== SUPPLIED MATERIAL ==

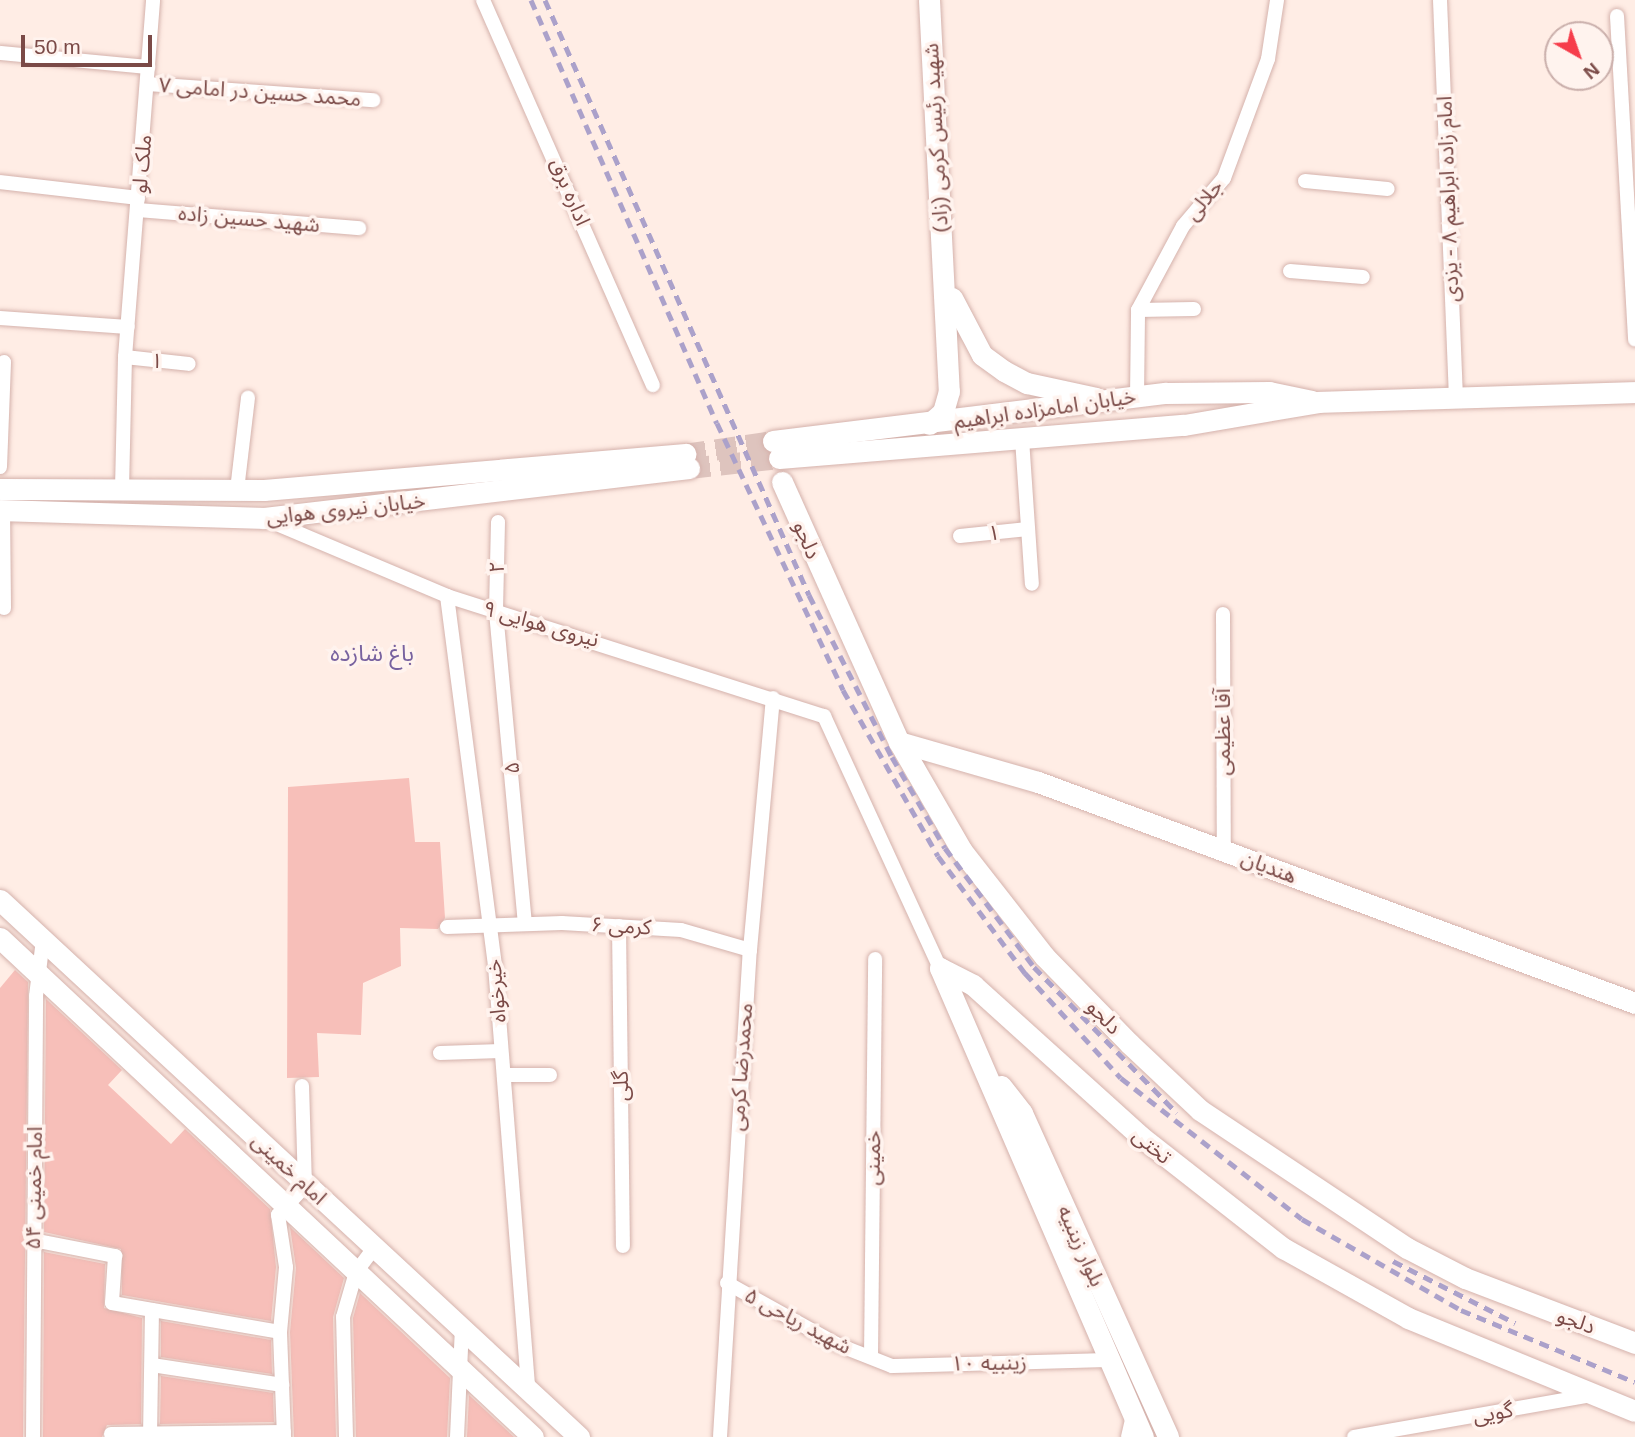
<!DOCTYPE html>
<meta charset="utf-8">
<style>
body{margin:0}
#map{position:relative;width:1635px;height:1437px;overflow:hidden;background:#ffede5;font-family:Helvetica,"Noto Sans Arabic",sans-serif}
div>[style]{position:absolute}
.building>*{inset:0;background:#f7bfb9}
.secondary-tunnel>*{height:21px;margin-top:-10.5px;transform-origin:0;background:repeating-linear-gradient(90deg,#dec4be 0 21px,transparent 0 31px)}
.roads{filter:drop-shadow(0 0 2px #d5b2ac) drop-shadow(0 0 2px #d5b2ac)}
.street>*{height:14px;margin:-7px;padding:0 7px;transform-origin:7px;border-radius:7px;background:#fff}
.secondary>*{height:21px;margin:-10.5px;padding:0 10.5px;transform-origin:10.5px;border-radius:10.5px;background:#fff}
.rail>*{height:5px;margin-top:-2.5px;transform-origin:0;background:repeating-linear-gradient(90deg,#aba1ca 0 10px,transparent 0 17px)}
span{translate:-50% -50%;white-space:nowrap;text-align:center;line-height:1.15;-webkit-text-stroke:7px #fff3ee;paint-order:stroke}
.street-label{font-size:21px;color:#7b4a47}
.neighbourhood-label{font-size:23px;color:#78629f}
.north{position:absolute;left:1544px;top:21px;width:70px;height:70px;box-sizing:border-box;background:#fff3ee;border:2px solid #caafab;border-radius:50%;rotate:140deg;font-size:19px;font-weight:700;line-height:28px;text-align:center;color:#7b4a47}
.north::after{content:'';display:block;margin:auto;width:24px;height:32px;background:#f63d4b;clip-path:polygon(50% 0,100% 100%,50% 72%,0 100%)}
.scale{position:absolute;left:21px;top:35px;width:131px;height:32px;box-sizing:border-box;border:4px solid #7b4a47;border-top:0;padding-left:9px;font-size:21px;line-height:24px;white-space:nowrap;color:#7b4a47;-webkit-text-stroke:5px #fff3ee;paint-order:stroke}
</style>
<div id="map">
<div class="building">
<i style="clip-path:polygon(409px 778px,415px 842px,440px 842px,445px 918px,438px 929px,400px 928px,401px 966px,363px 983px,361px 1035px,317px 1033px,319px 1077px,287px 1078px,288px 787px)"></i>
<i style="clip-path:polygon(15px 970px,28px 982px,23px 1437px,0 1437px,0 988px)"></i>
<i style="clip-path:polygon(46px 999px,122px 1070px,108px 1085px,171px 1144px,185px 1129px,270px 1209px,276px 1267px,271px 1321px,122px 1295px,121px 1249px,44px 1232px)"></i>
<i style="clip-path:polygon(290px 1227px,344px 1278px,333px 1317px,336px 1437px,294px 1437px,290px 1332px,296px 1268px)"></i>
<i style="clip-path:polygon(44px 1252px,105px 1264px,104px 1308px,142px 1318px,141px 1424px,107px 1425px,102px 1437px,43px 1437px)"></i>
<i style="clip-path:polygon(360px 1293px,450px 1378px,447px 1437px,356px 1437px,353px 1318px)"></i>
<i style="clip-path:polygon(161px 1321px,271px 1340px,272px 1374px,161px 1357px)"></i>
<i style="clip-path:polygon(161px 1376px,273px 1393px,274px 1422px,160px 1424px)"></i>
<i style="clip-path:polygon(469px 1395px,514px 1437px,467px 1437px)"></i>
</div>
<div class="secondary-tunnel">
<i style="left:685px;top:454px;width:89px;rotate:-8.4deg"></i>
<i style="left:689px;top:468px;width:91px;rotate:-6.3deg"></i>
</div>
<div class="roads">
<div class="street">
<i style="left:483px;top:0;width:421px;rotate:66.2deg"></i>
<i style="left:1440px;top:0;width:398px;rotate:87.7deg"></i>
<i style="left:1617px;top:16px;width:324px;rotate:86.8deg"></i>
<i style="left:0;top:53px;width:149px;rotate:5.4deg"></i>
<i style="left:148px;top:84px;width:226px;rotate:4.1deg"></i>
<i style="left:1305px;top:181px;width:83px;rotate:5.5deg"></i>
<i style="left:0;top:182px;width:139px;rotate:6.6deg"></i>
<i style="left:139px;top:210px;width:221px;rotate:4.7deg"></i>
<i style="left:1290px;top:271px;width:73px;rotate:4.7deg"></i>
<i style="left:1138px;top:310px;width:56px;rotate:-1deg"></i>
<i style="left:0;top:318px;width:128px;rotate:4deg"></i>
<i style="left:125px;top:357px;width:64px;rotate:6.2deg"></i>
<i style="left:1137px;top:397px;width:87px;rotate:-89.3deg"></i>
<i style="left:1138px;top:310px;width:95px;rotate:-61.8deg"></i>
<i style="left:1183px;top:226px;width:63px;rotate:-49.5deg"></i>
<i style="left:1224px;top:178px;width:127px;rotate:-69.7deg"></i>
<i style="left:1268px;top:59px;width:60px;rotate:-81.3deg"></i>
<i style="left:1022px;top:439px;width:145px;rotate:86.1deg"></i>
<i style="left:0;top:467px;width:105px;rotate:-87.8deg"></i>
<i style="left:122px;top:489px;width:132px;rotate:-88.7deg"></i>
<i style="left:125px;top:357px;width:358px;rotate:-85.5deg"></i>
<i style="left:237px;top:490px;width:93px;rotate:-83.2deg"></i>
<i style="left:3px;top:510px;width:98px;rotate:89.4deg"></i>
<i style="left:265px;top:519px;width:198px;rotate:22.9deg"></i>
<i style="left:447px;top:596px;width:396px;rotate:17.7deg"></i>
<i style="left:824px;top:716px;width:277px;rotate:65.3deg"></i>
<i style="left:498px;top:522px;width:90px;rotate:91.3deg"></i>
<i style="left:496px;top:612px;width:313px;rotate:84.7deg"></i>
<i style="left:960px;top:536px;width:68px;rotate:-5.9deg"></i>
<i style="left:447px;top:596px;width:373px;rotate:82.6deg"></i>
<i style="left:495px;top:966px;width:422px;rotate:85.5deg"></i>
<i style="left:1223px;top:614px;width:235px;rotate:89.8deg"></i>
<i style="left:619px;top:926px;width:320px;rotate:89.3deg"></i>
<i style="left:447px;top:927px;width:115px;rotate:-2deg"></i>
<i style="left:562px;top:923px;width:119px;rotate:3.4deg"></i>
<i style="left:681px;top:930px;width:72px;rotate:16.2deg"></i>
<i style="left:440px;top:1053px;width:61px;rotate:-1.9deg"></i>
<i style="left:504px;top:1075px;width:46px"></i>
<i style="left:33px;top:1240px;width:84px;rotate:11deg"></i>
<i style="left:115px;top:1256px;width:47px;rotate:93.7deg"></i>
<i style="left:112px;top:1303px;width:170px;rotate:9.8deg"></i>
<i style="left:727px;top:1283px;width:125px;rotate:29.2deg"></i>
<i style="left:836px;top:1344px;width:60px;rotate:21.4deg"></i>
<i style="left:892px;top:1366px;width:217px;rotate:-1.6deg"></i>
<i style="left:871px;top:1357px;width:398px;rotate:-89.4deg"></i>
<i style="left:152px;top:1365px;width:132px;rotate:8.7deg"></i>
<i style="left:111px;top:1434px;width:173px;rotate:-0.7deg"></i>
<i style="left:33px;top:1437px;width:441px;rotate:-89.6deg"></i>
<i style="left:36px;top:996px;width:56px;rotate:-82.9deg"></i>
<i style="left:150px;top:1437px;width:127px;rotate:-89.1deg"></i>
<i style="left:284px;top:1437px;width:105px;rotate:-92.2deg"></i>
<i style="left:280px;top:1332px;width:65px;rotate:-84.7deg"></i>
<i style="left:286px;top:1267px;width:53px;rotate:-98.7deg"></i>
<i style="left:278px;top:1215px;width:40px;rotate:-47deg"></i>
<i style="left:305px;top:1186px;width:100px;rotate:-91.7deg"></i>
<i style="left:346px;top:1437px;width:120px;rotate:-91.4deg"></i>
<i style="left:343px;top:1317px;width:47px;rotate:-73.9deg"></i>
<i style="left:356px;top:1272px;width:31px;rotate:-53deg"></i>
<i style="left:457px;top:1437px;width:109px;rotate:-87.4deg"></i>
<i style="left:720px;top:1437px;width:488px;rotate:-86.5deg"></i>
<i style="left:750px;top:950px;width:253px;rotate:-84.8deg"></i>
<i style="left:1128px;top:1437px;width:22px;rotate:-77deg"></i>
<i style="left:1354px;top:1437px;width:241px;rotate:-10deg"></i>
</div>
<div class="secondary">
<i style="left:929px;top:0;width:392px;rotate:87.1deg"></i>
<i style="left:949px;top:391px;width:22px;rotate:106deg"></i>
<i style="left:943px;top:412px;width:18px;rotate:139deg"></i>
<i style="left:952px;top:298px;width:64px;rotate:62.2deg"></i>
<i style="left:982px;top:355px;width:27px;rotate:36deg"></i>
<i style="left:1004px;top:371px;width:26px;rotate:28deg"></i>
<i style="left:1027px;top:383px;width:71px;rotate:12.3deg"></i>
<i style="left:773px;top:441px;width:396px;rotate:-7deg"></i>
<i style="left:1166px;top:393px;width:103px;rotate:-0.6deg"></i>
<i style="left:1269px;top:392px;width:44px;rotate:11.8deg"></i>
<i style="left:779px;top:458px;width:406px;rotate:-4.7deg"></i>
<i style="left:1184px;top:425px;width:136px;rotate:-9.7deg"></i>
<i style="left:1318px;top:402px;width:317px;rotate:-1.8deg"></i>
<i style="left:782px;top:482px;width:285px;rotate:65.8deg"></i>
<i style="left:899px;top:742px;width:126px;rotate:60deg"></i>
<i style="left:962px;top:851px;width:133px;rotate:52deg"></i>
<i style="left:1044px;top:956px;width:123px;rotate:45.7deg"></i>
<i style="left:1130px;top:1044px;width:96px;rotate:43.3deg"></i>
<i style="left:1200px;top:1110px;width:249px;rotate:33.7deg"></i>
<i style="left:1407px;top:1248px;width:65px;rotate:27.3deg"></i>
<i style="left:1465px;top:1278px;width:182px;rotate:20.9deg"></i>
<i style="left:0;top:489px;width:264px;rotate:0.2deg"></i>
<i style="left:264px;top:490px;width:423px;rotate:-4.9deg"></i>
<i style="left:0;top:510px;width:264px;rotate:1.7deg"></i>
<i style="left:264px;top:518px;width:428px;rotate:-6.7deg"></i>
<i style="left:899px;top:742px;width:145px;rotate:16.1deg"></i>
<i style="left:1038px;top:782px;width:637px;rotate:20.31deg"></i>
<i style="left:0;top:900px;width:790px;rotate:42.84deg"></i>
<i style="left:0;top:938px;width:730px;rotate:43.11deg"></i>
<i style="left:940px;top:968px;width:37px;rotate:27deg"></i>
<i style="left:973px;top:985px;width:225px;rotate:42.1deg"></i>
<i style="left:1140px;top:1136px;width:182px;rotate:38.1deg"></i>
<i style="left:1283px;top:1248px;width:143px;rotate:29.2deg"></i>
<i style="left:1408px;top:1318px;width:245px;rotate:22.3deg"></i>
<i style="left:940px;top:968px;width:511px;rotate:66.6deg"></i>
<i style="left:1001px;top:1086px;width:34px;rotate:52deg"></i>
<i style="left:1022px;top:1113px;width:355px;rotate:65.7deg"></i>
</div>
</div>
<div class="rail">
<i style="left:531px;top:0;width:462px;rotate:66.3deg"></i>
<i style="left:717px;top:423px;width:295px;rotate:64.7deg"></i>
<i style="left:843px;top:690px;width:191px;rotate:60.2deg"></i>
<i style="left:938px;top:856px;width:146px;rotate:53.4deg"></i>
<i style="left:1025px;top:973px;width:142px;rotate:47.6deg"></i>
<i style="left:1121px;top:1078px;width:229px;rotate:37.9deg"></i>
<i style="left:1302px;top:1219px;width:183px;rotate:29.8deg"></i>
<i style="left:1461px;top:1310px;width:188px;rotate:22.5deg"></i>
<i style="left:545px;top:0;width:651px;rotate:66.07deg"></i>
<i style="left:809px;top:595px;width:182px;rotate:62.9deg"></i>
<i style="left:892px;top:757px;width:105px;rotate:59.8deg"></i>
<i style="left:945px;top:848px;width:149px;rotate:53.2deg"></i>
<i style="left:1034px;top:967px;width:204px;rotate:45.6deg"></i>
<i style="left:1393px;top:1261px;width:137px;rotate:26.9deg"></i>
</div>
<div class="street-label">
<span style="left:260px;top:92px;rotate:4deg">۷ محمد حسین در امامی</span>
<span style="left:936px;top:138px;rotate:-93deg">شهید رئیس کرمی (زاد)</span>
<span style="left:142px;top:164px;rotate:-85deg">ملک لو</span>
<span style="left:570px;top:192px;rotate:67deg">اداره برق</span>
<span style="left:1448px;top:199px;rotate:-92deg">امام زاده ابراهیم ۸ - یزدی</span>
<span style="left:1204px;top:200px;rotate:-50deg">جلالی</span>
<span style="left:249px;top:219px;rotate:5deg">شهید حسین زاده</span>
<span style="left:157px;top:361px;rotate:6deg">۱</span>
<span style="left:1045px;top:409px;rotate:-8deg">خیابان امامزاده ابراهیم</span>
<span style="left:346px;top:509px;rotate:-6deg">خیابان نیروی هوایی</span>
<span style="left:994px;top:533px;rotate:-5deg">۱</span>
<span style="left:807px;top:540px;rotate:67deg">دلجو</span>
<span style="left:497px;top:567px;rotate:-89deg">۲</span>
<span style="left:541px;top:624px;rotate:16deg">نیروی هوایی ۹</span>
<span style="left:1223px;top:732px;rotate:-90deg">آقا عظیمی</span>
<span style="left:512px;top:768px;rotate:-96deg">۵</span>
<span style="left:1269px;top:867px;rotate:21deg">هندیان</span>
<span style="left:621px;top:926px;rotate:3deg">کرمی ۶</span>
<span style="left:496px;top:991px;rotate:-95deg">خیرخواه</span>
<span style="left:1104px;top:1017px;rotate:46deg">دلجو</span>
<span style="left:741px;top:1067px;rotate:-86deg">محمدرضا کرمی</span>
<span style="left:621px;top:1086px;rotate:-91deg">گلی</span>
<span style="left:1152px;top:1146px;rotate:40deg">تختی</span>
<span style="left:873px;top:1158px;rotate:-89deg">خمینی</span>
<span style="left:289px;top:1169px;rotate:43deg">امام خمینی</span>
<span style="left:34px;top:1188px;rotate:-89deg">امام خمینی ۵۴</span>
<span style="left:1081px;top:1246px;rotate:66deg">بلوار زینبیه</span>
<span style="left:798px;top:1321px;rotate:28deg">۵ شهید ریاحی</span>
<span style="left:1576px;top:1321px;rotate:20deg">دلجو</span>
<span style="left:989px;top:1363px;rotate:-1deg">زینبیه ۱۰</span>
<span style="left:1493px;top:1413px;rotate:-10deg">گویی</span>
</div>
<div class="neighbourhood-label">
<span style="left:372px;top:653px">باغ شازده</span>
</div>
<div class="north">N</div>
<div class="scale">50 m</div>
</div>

===

WHAT IS EXPECTED => Begin at the first line of the records and please reproduce every line exactly through the one containing "2px #d5b2ac) drop-shadow(0", leaving all pictures out.

SOLUTION =>
<!DOCTYPE html>
<meta charset="utf-8">
<style>
body{margin:0}
#map{position:relative;width:1635px;height:1437px;overflow:hidden;background:#ffede5;font-family:Helvetica,"Noto Sans Arabic",sans-serif}
div>[style]{position:absolute}
.building>*{inset:0;background:#f7bfb9}
.secondary-tunnel>*{height:21px;margin-top:-10.5px;transform-origin:0;background:repeating-linear-gradient(90deg,#dec4be 0 21px,transparent 0 31px)}
.roads{filter:drop-shadow(0 0 2px #d5b2ac) drop-shadow(0 0 2px #d5b2ac)}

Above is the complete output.